Wir nahmen ihn letztendlich ohne Gegenwehr in der „British Library“ fest. Da hatte er neben tausenden Werken Trivialliteratur bereits Platon, Mark Aurel, Wolfram von Eschenbach, Voltaire, Lessing, Grimm und vieles mehr verspeist, ohne sichtbar zuzunehmen.

Nun saß das hagere Bürschlein in dieser Zelle, die den höchsten Sicherheitsanforderungen entsprach und wurde von uns eingeordnet. Eine Kreatur, die es auf der Erde nicht geben konnte. Sein Gesicht gewann nur schwache Kontur in der Bewegung. Sobald es verharrte, wurde es unscharf. Somit ließ es sich nicht fotografieren für irgendeine Akte. Eines Morgens war er nicht mehr da. Einfach gegangen, ohne dass wir es bemerkt hatten oder verhindern konnten. Er muss durch die Wand verschwunden sein. Hunger trieb ihn weiter.

Als Bibel, Koran, Talmud und die anderen heiligen Schriften entleert waren, liefen Staaten und Religionen Amok. Sie beschuldigten sich gegenseitig der Sabotage. Kriege brachen aus.
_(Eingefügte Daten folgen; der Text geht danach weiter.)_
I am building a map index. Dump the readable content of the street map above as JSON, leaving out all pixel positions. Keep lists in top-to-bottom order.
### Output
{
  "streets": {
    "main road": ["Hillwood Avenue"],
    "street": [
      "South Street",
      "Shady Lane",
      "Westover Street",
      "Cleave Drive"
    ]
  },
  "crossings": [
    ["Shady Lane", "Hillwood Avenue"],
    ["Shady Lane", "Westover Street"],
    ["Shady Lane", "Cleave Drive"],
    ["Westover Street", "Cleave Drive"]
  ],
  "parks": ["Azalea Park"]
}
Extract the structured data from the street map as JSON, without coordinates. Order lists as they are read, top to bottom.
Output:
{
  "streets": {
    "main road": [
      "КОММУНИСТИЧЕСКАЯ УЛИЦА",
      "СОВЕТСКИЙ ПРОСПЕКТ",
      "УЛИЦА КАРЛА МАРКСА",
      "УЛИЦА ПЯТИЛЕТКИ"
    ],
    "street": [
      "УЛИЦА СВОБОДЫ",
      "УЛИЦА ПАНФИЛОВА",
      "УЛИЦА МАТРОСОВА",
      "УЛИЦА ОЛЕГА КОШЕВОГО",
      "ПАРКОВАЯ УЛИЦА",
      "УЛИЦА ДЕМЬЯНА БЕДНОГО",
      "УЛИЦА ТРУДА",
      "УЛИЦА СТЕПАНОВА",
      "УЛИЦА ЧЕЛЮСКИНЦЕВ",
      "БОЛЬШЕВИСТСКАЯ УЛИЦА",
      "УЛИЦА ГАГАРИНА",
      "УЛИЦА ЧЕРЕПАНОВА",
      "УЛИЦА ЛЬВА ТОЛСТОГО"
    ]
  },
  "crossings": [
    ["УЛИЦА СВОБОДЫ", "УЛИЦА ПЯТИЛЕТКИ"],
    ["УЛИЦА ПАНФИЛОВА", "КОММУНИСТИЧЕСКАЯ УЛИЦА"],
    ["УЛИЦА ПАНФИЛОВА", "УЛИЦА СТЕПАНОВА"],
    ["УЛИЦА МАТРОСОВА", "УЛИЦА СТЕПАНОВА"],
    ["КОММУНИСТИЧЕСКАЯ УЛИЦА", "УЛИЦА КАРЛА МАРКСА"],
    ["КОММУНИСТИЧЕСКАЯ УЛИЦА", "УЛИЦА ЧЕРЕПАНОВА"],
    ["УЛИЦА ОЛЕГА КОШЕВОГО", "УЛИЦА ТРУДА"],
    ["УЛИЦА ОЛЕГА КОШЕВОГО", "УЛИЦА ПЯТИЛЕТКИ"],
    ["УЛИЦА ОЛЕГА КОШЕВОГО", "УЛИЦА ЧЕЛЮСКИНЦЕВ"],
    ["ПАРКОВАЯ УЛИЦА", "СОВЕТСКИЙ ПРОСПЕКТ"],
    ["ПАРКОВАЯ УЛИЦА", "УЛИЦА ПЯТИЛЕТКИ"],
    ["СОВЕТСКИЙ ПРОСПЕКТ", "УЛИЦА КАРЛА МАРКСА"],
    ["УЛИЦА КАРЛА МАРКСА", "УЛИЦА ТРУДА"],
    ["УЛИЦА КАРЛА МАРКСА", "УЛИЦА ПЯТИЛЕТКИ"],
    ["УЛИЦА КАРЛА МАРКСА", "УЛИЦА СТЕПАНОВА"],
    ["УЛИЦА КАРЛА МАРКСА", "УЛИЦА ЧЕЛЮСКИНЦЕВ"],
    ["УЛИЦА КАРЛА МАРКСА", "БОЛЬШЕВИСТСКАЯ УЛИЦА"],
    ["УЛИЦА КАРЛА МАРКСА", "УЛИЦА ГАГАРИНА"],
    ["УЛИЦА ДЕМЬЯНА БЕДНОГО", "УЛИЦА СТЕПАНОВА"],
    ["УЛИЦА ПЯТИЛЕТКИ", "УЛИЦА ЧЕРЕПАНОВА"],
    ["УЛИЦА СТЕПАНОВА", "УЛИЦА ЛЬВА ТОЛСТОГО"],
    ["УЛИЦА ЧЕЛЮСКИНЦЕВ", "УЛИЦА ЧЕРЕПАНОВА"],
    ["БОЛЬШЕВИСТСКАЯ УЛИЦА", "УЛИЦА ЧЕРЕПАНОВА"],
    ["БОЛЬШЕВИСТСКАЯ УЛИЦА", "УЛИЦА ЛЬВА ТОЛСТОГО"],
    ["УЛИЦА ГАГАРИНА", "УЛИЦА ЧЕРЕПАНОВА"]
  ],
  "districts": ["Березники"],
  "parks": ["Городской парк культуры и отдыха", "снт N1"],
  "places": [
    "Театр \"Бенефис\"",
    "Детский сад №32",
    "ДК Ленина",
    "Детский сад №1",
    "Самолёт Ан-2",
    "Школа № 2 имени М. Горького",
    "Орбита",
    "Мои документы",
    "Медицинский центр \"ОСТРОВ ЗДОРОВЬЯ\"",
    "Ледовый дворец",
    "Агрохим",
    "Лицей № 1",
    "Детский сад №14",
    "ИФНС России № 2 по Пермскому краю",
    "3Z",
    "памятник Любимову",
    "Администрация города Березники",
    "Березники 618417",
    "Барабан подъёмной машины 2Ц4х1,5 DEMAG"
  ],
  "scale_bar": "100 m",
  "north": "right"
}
Der dürre Mann hatte alles gefressen, was unsere Werte und Erkenntnisse beschrieb.

Auf seinem Weg nach Hause, verspeiste er den letzten Snack. Die Arecibo-Botschaft, die von einem Radioteleskop in Puerto Rico 1974 ins All gesendet wurde. Binär codierte Informationen über unsere Biologie, Population und Herkunft.

Wenige Wochen zuvor erst hatte sie den dürren Rücken erreicht und neugierig gemacht. Seine Erscheinung verschwand so schnell aus unserem Gedächtnis, wie die Literatur, die er sich einverleibte. Alles Wissen der Menschheit versickerte in wenigen Generationen im Boden.

Der Boden, in den die letzten Wissenden nach und nach beerdigt werden mussten.